Судья, увидев этот жест, мгновенно изменился в лице. Его показное возмущение испарилось, как утренний туман, уступив место выражению человека, который получил приказ и не смеет ослушаться.

— Кхм… — он откашлялся. — Суд… суд удаляется на совещание для оценки новых доказательств!

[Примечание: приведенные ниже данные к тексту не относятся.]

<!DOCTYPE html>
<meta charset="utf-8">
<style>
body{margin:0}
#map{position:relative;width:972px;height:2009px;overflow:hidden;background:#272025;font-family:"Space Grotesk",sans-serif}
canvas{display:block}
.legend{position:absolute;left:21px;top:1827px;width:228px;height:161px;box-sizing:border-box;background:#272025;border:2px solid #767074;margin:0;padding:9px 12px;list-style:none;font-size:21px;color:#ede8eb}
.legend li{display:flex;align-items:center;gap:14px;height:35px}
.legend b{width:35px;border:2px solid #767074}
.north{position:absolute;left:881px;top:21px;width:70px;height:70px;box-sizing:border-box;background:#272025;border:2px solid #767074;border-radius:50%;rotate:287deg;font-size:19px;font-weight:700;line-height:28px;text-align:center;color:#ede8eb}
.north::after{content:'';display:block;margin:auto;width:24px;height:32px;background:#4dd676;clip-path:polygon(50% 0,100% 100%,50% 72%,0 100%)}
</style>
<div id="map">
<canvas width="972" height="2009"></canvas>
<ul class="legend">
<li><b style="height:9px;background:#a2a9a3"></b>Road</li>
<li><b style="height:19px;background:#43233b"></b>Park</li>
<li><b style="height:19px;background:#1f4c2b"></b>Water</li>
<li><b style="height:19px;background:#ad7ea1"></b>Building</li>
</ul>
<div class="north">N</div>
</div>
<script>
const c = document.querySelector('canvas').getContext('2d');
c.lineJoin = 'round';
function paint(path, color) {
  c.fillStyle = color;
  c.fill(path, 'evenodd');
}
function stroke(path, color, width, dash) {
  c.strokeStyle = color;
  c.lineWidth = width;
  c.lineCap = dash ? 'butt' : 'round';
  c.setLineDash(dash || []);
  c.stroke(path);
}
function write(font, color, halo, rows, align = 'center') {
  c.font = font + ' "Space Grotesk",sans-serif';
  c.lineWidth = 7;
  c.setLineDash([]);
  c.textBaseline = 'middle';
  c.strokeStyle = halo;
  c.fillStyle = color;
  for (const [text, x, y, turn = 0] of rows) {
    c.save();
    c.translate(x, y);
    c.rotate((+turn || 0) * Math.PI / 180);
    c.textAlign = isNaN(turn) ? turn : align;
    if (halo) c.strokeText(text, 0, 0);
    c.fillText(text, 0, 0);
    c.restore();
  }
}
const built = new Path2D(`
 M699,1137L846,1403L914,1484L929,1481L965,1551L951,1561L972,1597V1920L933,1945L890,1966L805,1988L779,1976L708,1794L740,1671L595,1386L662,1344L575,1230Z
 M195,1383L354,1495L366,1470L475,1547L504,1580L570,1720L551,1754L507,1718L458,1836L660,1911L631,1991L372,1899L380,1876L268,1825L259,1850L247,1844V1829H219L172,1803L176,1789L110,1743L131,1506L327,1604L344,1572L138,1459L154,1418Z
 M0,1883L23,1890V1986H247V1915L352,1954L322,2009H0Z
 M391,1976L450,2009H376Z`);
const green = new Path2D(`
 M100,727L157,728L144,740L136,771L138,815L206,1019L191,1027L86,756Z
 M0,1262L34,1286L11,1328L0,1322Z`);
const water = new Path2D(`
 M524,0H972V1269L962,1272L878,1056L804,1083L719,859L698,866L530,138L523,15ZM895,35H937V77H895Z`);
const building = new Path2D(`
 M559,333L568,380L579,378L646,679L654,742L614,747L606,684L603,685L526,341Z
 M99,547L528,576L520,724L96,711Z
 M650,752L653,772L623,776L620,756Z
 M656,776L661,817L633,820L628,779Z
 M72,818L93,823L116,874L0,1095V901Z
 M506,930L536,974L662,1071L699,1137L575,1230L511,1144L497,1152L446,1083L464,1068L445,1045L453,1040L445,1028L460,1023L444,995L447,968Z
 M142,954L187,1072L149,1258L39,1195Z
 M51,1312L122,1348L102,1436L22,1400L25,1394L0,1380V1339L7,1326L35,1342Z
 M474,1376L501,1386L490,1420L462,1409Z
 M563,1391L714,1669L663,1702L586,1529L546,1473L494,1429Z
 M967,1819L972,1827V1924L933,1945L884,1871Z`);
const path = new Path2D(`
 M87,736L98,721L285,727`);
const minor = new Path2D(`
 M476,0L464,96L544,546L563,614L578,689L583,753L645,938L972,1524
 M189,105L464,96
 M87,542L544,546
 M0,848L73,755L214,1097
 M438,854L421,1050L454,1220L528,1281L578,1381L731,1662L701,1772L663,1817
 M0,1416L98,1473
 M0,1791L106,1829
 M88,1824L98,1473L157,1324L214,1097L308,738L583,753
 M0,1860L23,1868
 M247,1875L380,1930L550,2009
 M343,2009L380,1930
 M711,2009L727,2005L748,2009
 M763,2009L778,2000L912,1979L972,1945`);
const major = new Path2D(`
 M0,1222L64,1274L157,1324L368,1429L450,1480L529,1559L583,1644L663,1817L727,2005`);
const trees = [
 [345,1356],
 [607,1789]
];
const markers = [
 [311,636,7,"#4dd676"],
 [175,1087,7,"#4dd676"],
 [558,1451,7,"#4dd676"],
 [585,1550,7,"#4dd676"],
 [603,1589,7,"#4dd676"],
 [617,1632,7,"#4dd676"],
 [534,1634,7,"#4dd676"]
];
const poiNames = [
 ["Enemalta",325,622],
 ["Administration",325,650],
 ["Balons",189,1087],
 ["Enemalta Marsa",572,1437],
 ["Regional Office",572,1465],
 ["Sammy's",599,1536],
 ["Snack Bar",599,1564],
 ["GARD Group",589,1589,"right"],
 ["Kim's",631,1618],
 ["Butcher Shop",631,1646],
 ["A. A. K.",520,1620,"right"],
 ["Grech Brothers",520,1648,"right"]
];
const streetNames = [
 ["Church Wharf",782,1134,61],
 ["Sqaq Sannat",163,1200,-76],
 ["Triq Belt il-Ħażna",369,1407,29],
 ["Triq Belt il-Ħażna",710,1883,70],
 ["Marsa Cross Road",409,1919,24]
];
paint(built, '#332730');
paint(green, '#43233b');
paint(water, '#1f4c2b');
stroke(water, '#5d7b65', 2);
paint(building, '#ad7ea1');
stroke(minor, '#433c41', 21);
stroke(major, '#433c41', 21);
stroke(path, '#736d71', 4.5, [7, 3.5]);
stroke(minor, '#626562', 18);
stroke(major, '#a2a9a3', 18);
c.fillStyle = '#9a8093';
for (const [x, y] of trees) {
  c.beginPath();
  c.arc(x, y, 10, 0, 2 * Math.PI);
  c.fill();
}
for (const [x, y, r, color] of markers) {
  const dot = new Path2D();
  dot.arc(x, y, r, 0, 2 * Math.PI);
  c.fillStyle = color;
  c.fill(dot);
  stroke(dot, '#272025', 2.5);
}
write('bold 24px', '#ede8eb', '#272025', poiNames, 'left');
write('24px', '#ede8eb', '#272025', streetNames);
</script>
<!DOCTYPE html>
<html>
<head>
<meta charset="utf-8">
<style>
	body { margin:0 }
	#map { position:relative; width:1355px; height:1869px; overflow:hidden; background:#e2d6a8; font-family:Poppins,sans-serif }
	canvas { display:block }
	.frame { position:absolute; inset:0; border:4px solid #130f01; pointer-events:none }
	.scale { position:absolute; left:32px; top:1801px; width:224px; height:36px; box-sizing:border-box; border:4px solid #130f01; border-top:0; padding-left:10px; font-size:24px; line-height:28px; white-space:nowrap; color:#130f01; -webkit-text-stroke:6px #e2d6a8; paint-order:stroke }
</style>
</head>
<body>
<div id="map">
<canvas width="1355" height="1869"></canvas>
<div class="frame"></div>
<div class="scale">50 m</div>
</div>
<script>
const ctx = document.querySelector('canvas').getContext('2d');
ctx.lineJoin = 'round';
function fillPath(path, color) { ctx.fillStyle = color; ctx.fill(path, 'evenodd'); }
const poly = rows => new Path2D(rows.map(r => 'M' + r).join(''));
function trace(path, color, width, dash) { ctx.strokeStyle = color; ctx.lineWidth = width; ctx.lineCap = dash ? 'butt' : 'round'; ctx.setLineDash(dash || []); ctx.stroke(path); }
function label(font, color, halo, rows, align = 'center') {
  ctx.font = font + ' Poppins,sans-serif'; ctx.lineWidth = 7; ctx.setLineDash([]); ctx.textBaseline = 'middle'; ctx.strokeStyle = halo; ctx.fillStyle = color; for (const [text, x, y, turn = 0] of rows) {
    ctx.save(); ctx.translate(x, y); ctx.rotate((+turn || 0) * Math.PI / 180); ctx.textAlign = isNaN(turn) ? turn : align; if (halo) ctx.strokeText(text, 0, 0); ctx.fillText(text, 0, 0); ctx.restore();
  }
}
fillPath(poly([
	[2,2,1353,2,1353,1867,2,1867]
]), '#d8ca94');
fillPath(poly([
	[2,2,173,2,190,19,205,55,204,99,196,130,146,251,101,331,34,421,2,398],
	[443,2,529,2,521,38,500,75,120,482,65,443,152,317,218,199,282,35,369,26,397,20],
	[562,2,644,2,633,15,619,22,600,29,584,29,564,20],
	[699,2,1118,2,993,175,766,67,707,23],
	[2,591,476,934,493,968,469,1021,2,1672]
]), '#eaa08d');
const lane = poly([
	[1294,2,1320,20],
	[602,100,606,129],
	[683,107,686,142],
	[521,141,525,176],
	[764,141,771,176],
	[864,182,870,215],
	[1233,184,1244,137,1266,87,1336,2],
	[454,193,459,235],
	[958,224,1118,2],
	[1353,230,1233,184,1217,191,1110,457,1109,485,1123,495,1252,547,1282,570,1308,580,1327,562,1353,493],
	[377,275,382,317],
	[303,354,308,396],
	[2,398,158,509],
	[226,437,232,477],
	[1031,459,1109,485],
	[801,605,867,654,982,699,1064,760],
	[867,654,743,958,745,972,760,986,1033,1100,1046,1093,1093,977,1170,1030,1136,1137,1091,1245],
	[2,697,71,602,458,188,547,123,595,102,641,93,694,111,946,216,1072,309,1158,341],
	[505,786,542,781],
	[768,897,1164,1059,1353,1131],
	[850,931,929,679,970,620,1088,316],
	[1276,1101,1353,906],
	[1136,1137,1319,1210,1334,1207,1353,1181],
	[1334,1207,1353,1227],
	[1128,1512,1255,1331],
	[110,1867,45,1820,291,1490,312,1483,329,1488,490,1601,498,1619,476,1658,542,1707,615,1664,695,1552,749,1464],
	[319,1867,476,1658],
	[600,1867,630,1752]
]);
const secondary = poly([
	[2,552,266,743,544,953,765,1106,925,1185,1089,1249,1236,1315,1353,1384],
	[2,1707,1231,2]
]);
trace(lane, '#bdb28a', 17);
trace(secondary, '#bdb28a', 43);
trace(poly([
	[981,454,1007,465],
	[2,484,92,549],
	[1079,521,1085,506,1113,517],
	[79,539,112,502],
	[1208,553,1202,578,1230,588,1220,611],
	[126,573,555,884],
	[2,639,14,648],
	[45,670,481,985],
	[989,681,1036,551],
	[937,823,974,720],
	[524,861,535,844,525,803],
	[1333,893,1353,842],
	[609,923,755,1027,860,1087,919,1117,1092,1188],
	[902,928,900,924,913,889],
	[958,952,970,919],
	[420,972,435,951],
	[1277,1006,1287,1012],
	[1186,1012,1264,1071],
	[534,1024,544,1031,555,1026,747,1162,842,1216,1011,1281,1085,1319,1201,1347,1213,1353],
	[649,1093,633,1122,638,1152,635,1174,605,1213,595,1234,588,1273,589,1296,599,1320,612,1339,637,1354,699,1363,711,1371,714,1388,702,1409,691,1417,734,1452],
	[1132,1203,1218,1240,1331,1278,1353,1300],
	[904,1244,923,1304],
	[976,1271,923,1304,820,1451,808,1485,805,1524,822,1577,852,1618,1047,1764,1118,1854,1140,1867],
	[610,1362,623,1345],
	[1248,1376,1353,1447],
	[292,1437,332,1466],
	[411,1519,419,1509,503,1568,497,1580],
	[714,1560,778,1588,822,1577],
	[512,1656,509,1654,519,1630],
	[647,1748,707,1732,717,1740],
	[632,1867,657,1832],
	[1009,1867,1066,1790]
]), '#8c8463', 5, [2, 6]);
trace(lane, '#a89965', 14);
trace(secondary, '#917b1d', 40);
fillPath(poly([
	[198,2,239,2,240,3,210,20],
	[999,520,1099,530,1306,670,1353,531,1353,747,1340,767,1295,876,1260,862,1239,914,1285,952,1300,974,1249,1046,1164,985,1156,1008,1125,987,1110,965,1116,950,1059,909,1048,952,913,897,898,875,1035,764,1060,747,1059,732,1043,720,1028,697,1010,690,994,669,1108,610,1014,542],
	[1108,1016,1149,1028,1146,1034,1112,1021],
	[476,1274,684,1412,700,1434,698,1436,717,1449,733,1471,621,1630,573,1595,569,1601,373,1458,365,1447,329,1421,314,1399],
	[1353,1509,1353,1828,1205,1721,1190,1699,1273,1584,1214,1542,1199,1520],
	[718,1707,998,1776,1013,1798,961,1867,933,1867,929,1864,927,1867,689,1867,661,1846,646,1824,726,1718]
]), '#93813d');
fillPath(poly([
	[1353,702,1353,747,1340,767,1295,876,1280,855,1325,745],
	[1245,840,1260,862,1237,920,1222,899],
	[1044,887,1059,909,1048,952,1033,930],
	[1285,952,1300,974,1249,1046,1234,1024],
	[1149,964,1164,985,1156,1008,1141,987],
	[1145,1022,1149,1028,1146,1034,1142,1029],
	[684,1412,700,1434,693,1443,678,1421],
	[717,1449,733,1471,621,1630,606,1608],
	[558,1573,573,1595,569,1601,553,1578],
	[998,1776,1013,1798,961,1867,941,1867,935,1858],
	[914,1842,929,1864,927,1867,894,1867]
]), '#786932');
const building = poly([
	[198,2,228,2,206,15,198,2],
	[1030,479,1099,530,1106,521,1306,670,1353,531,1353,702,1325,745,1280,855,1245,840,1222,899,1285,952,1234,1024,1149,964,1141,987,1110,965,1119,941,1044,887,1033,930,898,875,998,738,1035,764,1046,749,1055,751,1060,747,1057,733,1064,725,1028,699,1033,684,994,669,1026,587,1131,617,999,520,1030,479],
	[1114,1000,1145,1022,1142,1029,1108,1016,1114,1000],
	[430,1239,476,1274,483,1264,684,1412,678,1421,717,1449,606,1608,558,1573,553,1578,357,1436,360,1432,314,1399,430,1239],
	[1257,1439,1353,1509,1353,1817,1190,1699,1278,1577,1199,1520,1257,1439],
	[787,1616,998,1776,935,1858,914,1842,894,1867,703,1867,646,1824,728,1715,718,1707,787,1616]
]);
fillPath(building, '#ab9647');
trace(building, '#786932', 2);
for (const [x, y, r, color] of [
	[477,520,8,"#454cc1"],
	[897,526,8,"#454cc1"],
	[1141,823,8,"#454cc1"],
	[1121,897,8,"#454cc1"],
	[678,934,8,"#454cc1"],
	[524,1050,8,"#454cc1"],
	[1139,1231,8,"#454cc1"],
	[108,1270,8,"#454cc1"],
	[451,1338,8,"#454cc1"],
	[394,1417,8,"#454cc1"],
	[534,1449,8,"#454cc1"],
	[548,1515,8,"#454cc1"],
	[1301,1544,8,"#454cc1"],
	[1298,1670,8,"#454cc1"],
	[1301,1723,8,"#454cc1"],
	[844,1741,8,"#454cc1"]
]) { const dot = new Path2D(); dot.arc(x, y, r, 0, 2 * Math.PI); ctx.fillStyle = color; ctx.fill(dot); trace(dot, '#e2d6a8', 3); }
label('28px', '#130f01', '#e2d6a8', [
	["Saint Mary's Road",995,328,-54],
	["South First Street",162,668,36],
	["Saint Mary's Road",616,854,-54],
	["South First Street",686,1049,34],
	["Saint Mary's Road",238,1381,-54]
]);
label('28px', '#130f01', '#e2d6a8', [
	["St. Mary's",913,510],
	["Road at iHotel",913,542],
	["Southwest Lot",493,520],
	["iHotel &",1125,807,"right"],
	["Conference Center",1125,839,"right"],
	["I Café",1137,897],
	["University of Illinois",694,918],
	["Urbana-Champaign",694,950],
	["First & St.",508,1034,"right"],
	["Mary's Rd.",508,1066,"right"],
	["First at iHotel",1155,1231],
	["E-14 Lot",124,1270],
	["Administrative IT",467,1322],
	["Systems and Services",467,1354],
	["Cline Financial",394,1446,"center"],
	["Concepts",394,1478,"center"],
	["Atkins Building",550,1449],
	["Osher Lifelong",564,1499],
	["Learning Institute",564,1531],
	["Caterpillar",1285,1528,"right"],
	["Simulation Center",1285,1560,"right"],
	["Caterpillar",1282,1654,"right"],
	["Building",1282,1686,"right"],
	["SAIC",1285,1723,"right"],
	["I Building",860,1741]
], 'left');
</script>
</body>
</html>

Он вскочил с места так быстро, словно за ним гнались черти, и почти бегом направился к боковой двери. Через несколько секунд туда же вошёл граф — спокойно, неторопливо, с видом человека, который точно знает, что будет делать.

Дверь закрылась за ними.

Шаповалов стоял у скамьи подсудимых и смотрел на эту дверь, за которой сейчас решалась его судьба. Он понимал, что там происходит — понимал так же ясно, как если бы стоял в той комнате рядом с ними.

Граф давил на судью. Объяснял ему новые правила игры. Говорил, что теперь нужен другой результат — оправдание вместо обвинения, свобода вместо тюрьмы. И судья, привыкший выполнять приказы того, кто платит, — судья соглашался, скрипя зубами, проклиная всех и вся, но соглашался.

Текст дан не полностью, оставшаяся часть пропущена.